Watch out: Delinquencies on multifamily CMBS loans are increasing, and here’s why

The US multifamily market is ending the year with rising delinquency rates on CMBS loans. Trepp’s latest CMBS coverage report outlines that November saw multifamily delinquency rates increase to 1.81%, up from 0.85% in October.

Multifamily was the sole contributor to an increase in the overall CMBS delinquency rate, with all other major property types (industrial, lodging, office and retail) showing a decline in delinquency rates for November. This rate increased to 2.99%, up from 2.96% in October.

So, why are delinquencies increasing in the multifamily market? And how can multifamily investors and operators avoid becoming a part of the percentage?

Challenges refinancing mature loans

Moody’s Investors Services have reported that only 73.5% of maturing loans in quarter two have successfully refinanced, a drastic drop from 84.7% in quarter one.

“It is concerning to see that drop” states Darrell Wheeler from Moody’s, as he also comments the only other time a similar drop has occurred was during the pandemic. 

Higher interest rates seem to be the culprit, mixed with lower net operating income (when compared to debt). Joseph Cioffi of Davis+Gilbert LLP also comments that “valuations can shift in a recession, dropping NOI below desired or viable levels for refi.”

2023 opportunities for the multifamily market

So is it all doom and gloom? We don’t think so. These unique circumstances within the market foster the perfect environment for change and implementing different approaches to asset management.

2023 can provide improved asset valuations and increases to NOI should the multifamily sector offer flexible stays (short to mid-term leases) within assets.

Now let’s be clear, long-term tenancies should always be the main offering within multifamily buildings. Flexible stays, otherwise known as short-term rentals, should be used strategically within a number of apartments. 

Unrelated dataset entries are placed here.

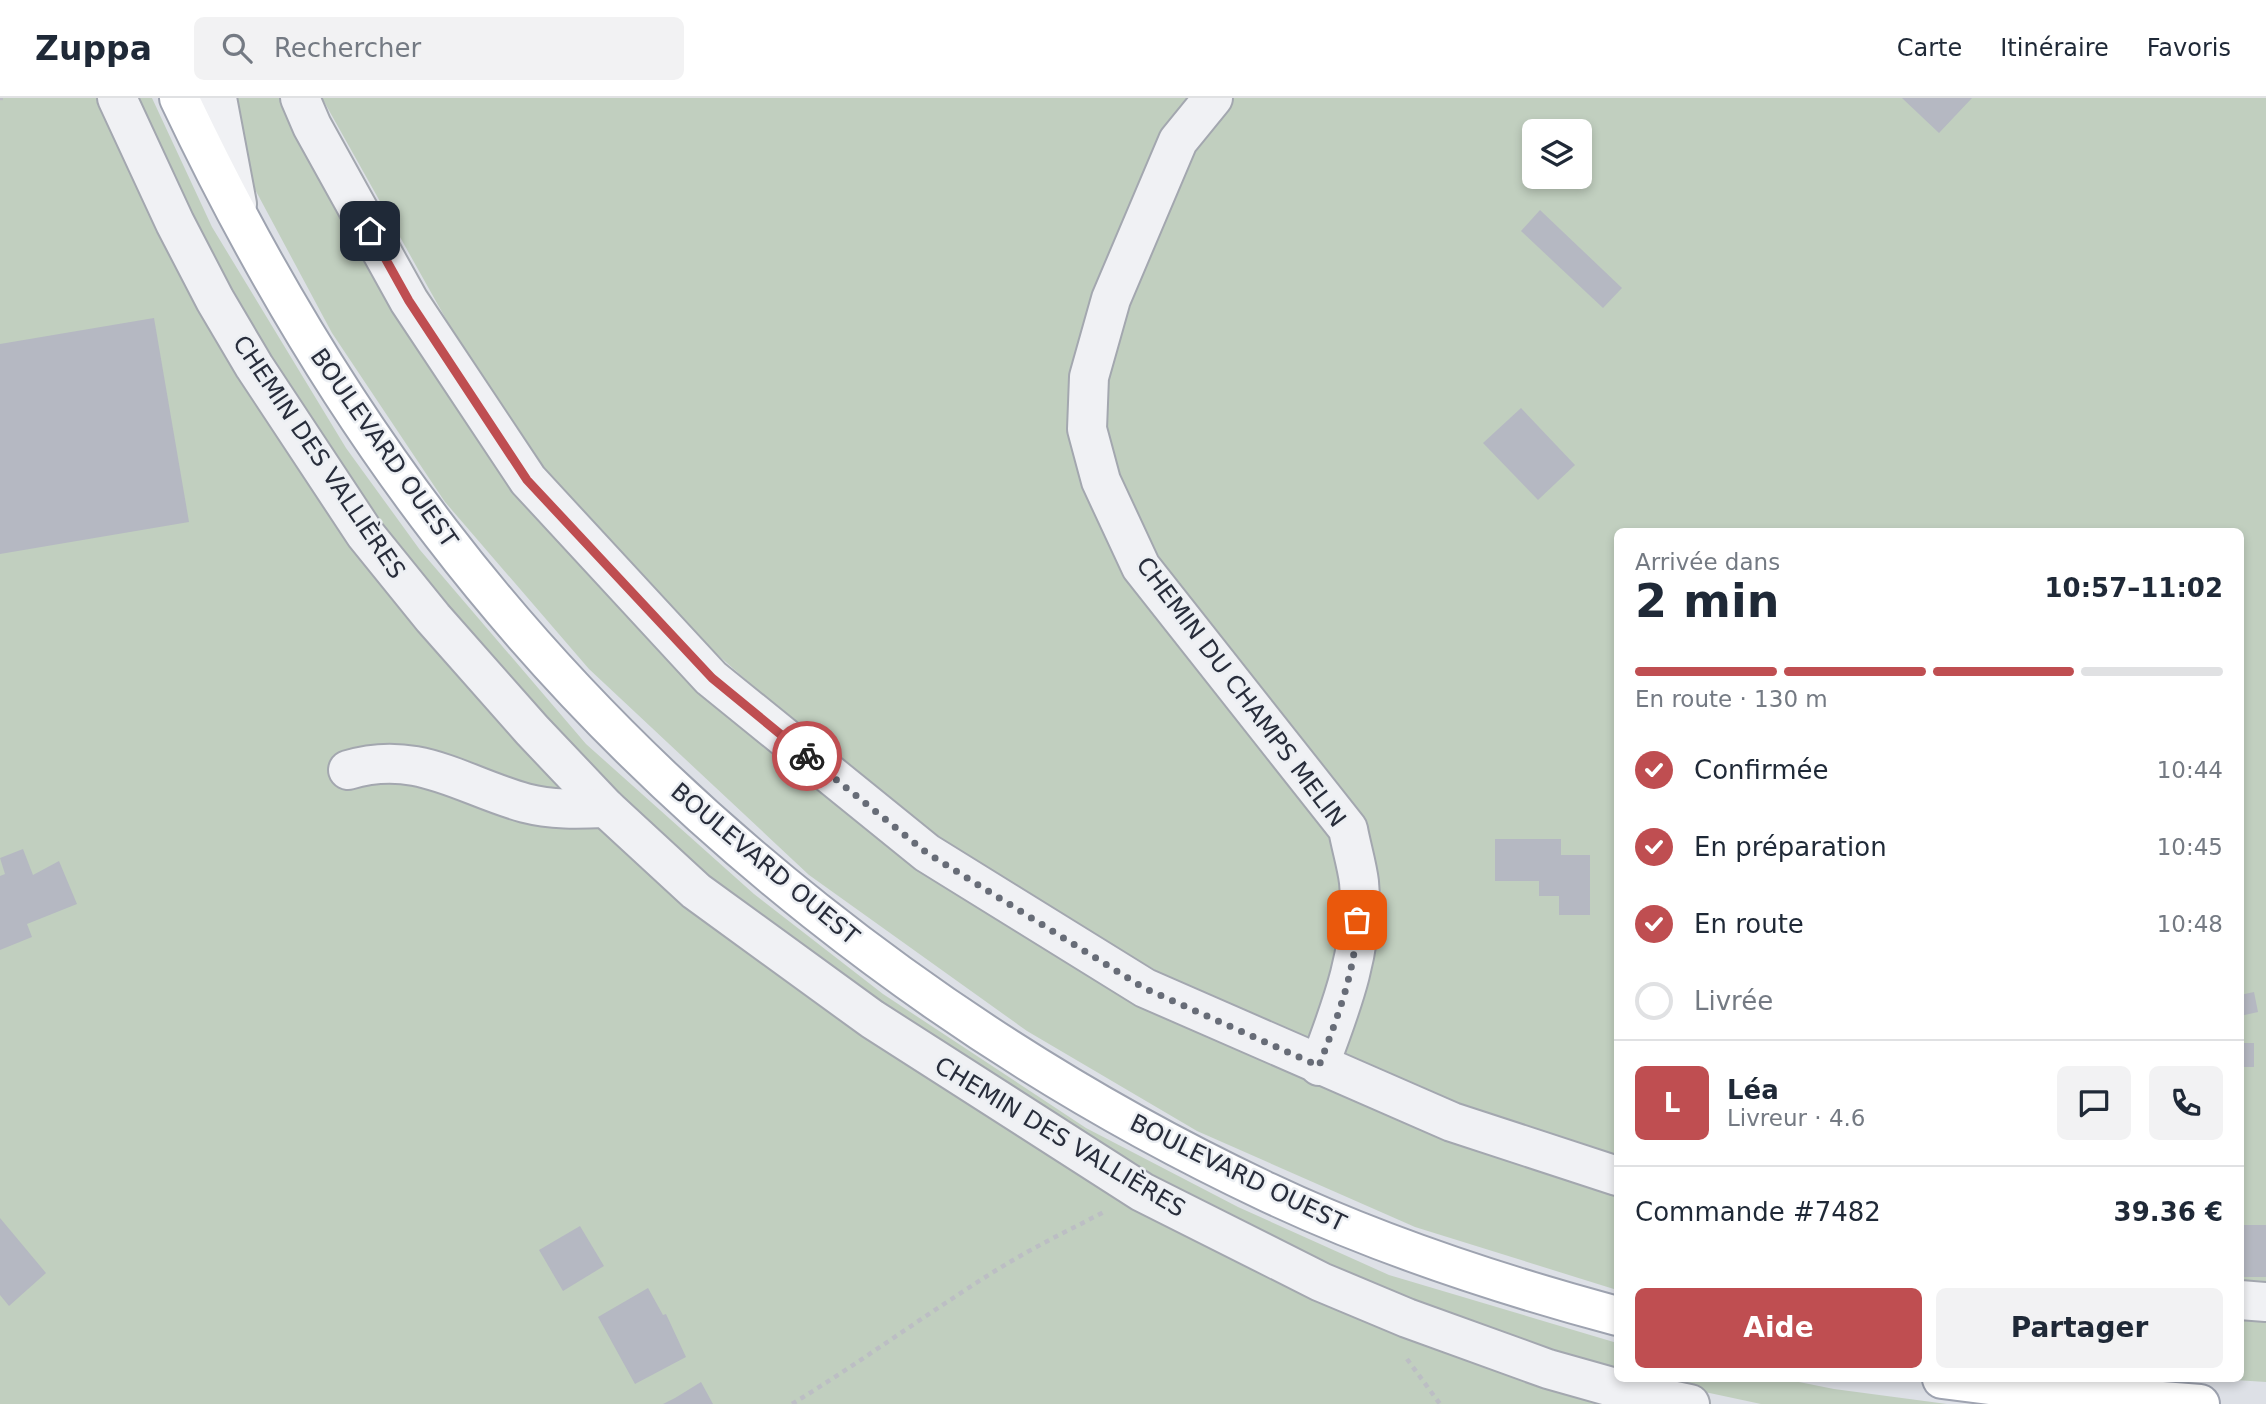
<!DOCTYPE html>
<html lang="fr">
<meta charset="utf-8">
<style>
body{margin:0;font-family:"DejaVu Sans",sans-serif;background:#f2f2f3;color:#1f2937;height:100vh;display:flex;flex-direction:column;font-size:26px;white-space:nowrap}
*{box-sizing:border-box;margin:0}
p{font-size:23px;color:#747a83}
.icon{flex:none;width:38px;height:38px;fill:none;stroke:currentColor;stroke-width:2;stroke-linecap:round;stroke-linejoin:round}
.map{position:relative;flex:1;overflow:hidden}
.details{position:absolute;left:1614px;top:430px;width:630px;height:854px;display:flex;flex-direction:column;background:#fff;border-radius:10px;box-shadow:0 4px 10px #0003}
.details>*{flex:none}
.fabs{position:absolute;left:1522px;top:21px;display:grid;gap:14px}
.fabs a{display:grid;place-items:center;width:70px;height:70px;border-radius:10px;background:#fff;box-shadow:0 4px 10px #0003;font-size:35px}
.pin{position:absolute;display:grid;place-items:center;width:60px;height:60px;color:#fff;margin:-30px;border-radius:14px;box-shadow:0 4px 10px #0006}
.courier{position:absolute;display:grid;place-items:center;width:70px;height:70px;margin:-35px;border:5px solid #bf4e51;border-radius:50%;background:#fff;color:#222;box-shadow:0 2px 9px #0007}
.summary em{font-style:normal;font-weight:600}
.summary div{display:flex;flex-direction:column-reverse}
.summary{display:flex;align-items:center;justify-content:space-between;height:119px;padding:0 21px}
h1{font-size:46px;font-weight:600;line-height:52px}
.bar{display:grid;grid-template-columns:repeat(4,1fr);gap:10px 7px;align-content:center;height:84px;padding:0 21px}
.bar i{height:9px;border-radius:5px;background:#e0e1e3}
.bar .current{background:#bf4e51}
.bar p{grid-column:span 4}
.line{display:flex;align-items:center;gap:18px;padding:0 21px;border-top:2px solid #e0e1e3}
.line div{flex:1}
.round{display:grid;place-items:center;flex:none;width:74px;height:74px;border-radius:10px;background:#f2f2f3}
ol{padding:0 21px;list-style:none}
li{display:flex;align-items:center;gap:21px;height:77px}
li p{margin-inline-start:auto}
li .icon{padding:7px;border-radius:50%;background:#bf4e51;color:#fff;stroke-width:4}
li:last-child{color:#747a83}
li i{width:38px;height:38px;border:4px solid #e0e1e3;border-radius:50%}
.action{display:flex;gap:14px;margin-top:auto;padding:14px 21px}
.action a{flex:1;height:80px;border-radius:10px;background:#bf4e51;color:#fff;font-size:28px;font-weight:600;line-height:80px;text-align:center}
.action a+a{background:#f2f2f3;color:#1f2937}
header{display:flex;align-items:center;gap:42px;box-sizing:border-box;height:98px;padding:0 35px;background:#fff;border-bottom:2px solid #e0e1e3}
header strong{font-size:33px}
nav{display:flex;gap:38px;margin-inline-start:auto;font-size:24px}
.search{width:490px;height:63px;background:#f2f2f3;display:flex;align-items:center;gap:18px;box-sizing:border-box;padding:0 24px;border-radius:10px;color:#747a83;font-size:26px}
.map>svg:first-child{display:block}
.green{fill:#c1cfbf;fill-rule:evenodd}
.building{fill:#b5b8c2}
.lines{fill:none;stroke-linecap:round;stroke-linejoin:round}
.minor-casing{stroke:#a3a7af;stroke-width:42}
.major-casing{stroke:#9ea3b0;stroke-width:42}
.path{stroke:#bcbec4;stroke-width:4.5;stroke-dasharray:5 5;stroke-linecap:butt}
.minor{stroke:#f0f1f4;stroke-width:38}
.major{stroke:#fff;stroke-width:38}
.done{stroke:#676c77;stroke-width:7;stroke-dasharray:0 12.6}
.route{stroke:#bf4e51;stroke-width:9}
.labels{text-anchor:middle;dominant-baseline:central;stroke-width:5;stroke-linejoin:round;paint-order:stroke}
.street-label{font-size:24px;fill:#282d3b;stroke:#eceff3}
</style>
<header>
<strong>Zuppa</strong>
<div class="search"><svg class="icon" aria-label="search" viewBox="0 0 24 24"><circle cx="10" cy="10" r="6"/><path d="M15 15l6 6"/></svg>Rechercher</div>
<nav><a>Carte</a><a>Itinéraire</a><a>Favoris</a></nav>
</header>
<div class="map">
<svg width="2266" height="1306" viewBox="0 0 2266 1306">
<rect width="100%" height="100%" fill="#dde0e6"/>
<!-- green -->
<g class="green">
<path d="M0,0H101L443,555L938,983L1615,1306H0Z"/>
<path d="M132,0H152L212,129L346,350L420,452L586,646L754,796L883,896L1086,1030L1238,1109L1389,1177L1617,1245V1275L1322,1170L1093,1053L826,876L656,741L385,442L214,175Z"/>
<path d="M206,0H285L612,500L1086,873L1309,984L1549,1073L1617,1091V1192L1415,1129L1197,1033L1027,933L809,777L589,571L445,404L332,235Z"/>
<path d="M322,0H2266V1183L2240,1182V434H1617V1061L1504,1027L1238,919L985,775L829,655L659,505L547,386L456,239ZM1535,33H1580V79H1535Z"/>
<path d="M2240,1218H2266V1284L2220,1281H2240Z"/>
<path d="M1644,1281H1784L1834,1291L1947,1306H1761Z"/>
</g>
<!-- building -->
<g class="building">
<path d="M1902,0H1972L1939,35Z"/>
<path d="M1540,112L1622,190L1603,210L1521,133Z"/>
<path d="M154,220L189,424L0,456V246Z"/>
<path d="M1521,310L1575,367L1538,402L1483,345Z"/>
<path d="M1495,741H1561V757H1590V817H1559V798H1539V783H1495Z"/>
<path d="M23,751L33,777L59,763L77,806L27,826L32,839L0,852V778L5,776L0,760Z"/>
<path d="M2254,894L2258,914L2240,918V897Z"/>
<rect x="2240" y="945" width="14" height="24"/>
<path d="M0,1120L46,1175L9,1208L0,1197Z"/>
<path d="M2240,1127H2266V1179H2242Z"/>
<path d="M580,1128L604,1168L563,1193L539,1152Z"/>
<path d="M648,1190L663,1217L666,1216L686,1259L635,1286L598,1219Z"/>
<path d="M701,1284L713,1306H663L675,1300Z"/>
</g>
<g class="lines">
<!-- minor casing -->
<g class="minor-casing">
<g id="minor">
<path d="M117,0L175,125L215,202L254,268L365,436L433,520L532,632L606,710L696,793L872,921L1142,1094L1321,1184L1407,1220L1548,1271L1619,1291L1690,1306"/>
<path d="M217,0L237,106"/>
<path d="M300,0L312,28L409,203L528,382L711,580L927,755L1145,890L1452,1024L1617,1078"/>
<path d="M1213,0L1178,43L1111,201L1089,279L1087,331L1101,383L1141,469L1348,731C1351,748 1357,767 1359,784C1365,848 1341,910 1319,968"/>
<path d="M348,672C417,651 461,687 525,705C552,712 578,711 606,710"/>
<path d="M2240,1202L2266,1204"/>
</g>
</g>
<!-- major casing -->
<g class="major-casing">
<g id="major">
<path d="M179,0C252,154 337,300 441,435C654,713 951,945 1267,1094C1379,1147 1498,1186 1617,1218"/>
<path d="M1942,1281L2046,1294L2200,1306"/>
</g>
</g>
<!-- path -->
<g class="path">
<path d="M0,0H3"/>
<path d="M1407,1261L1440,1306"/>
<path d="M792,1306C861,1264 926,1216 995,1173C1030,1151 1067,1133 1104,1114"/>
</g>
<!-- minor -->
<use href="#minor" class="minor"/>
<!-- major -->
<use href="#major" class="major"/>
</g>
<g class="lines">
<!-- done -->
<path class="done" d="M807,658L927,755L1144,890L1319,968C1337,920 1356,873 1357,822"/>
<!-- route -->
<path class="route" d="M370,133L409,203L527,382L712,580L807,658"/>
</g>
<g class="labels">
<!-- street labels -->
<g class="street-label">
<text transform="translate(384 350) rotate(55)">BOULEVARD OUEST</text>
<text transform="translate(319 359) rotate(56)">CHEMIN DES VALLIÈRES</text>
<text transform="translate(1241 594) rotate(53)">CHEMIN DU CHAMPS MELIN</text>
<text transform="translate(765 766) rotate(40)">BOULEVARD OUEST</text>
<text transform="translate(1060 1039) rotate(31)">CHEMIN DES VALLIÈRES</text>
<text transform="translate(1238 1075) rotate(26)">BOULEVARD OUEST</text>
</g>
</g>
</svg>
<div class="fabs">
<a><svg class="icon" aria-label="layers" viewBox="0 0 24 24"><path d="M12 4l9 5-9 5-9-5zM3 14l9 5 9-5"/></svg></a>
</div>
<div class="pin" style="left:1357px;top:822px;background:#ea580c"><svg class="icon" aria-label="bag" viewBox="0 0 24 24"><path d="M5 8h14l-1 12H6zM9 8a3 3 0 0 1 6 0"/></svg></div>
<div class="pin" style="left:370px;top:133px;background:#1f2937"><svg class="icon" aria-label="home" viewBox="0 0 24 24"><path d="M3 11l9-7 9 7M6 9v11h12V9"/></svg></div>
<div class="courier" style="left:807px;top:658px"><svg class="icon" aria-label="bike" viewBox="0 0 24 24"><circle cx="6" cy="16" r="4"/><circle cx="18" cy="16" r="4"/><path d="M6 16l4-8h5l3 8M10 8l3 8H6M13 5h3"/></svg></div>
<section class="details">
<div class="summary"><div><h1>2 min</h1><p>Arrivée dans</p></div><em>10:57–11:02</em></div>
<div class="bar"><i class="current"></i><i class="current"></i><i class="current"></i><i></i><p>En route · 130 m</p></div>
<ol>
<li><svg class="icon" aria-label="check" viewBox="0 0 24 24"><path d="M5 12l5 5 9-10"/></svg>Confirmée<p>10:44</p></li>
<li><svg class="icon" aria-label="check" viewBox="0 0 24 24"><path d="M5 12l5 5 9-10"/></svg>En préparation<p>10:45</p></li>
<li><svg class="icon" aria-label="check" viewBox="0 0 24 24"><path d="M5 12l5 5 9-10"/></svg>En route<p>10:48</p></li>
<li><i></i>Livrée</li>
</ol>
<div class="line" style="height:126px"><b class="round" style="background:#bf4e51;color:#fff">L</b><div><b>Léa</b><p>Livreur · 4.6</p></div><a class="round"><svg class="icon" aria-label="chat" viewBox="0 0 24 24"><path d="M4 5h16v11H9l-5 4z"/></svg></a><a class="round"><svg class="icon" aria-label="phone" viewBox="0 0 24 24"><path d="M5 4h4l2 5-3 2q2 4 5 5l2-3 5 2v4C11 20 4 13 5 4z"/></svg></a></div>
<div class="line" style="height:91px"><div>Commande #7482</div><b>39.36 €</b></div>
<div class="action"><a>Aide</a><a>Partager</a></div>
</section>
</div>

The number of allocated apartments will vary by asset, depending on a variety of factors including:

  • Demand in the local area
  • Apartment type (e.g. studio, 1-bedroom)
  • Competitor pricing and local supply levels

Increase multifamily net operating income (NOI)

Flexible stays increase NOI thanks to the premium prices guests are willing to pay for the flexibility. It becomes particularly lucrative when AI dynamic pricing technology is used.

This technology maximizes revenue by updating prices daily on marketing channels, setting apartments to the best price the market will pay for.

Popular marketing channels such as Airbnb optimize for occupancy, often decreasing daily generated revenue. However, dynamic pricing optimizes for both revenue and occupancy, meaning you don’t compromise on either. Prices update on over 450 marketing channels including Airbnb, so you achieve higher daily rents and occupancy rates without lifting a finger.

Improve multifamily asset valuations

It’s no surprise that adding supplemental, high-yielding income improves asset valuations. 
Short-term rentals not only gives guests flexibility but also investors, as it creates flexibility in the asset.

Rather than just waiting to increase long-term rent prices in compliance with control regulations, flexible stay strategies can be adjusted to cater for NOI and other business requirements.

In just eight weeks, Staykeepers achieved an entire building revenue uplift of 9.22% for a client. This could provide a potential capital enhancement of over $2 million.